Who is to blame for the U.S. healthcare crisis? JAMA has published an opinion piece by three physicians illustrating a fundamental difficulty in identifying the causes of the healthcare crisis. Individuals construct “casual stories” to assign blame. Subjective narratives gain momentum among researchers, policy makers, journalists, and the public:

  • Payers: Insurers create barriers to health care (high deductibles and gatekeepers) and excessive administrative waste (billing and coding).
  • Life Science Industry: Manufacturers saddle patients and payers with excessively high prices and underinvest in novel therapeutics.
  • Physicians and Hospitals: Financial incentives have led clinicians and health care organizations to focus on delivering volume over value. Hospitals overinvest in high margin services (cardiology and oncology) and underinvest in essential services (obstetrics and psychiatry).

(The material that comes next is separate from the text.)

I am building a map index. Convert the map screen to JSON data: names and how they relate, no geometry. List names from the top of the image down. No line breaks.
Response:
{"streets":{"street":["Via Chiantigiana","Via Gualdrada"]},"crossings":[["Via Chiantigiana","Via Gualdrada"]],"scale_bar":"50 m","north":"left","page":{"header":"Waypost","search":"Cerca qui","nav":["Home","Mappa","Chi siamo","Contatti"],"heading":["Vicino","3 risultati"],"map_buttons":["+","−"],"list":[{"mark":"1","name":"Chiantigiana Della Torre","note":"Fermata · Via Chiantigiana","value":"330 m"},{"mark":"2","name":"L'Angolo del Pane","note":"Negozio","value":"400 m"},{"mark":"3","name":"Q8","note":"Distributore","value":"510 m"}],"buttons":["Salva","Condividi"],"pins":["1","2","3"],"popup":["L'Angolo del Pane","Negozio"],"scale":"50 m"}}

  • Patients: Detrimental health-related behaviors contribute to high-cost chronic conditions. Healthy individuals subsidize unhealthy individuals.
  • Lawyers: Predatory litigation drives “defensive medicine” practices. Fear of litigation leads to wasteful use of services. The current malpractice system is inefficient in compensating patients and punishing negligence.
  • Government: Costly regulations and bureaucratic requirements stifle market forces that would otherwise drop health care prices through competition and consumer choice.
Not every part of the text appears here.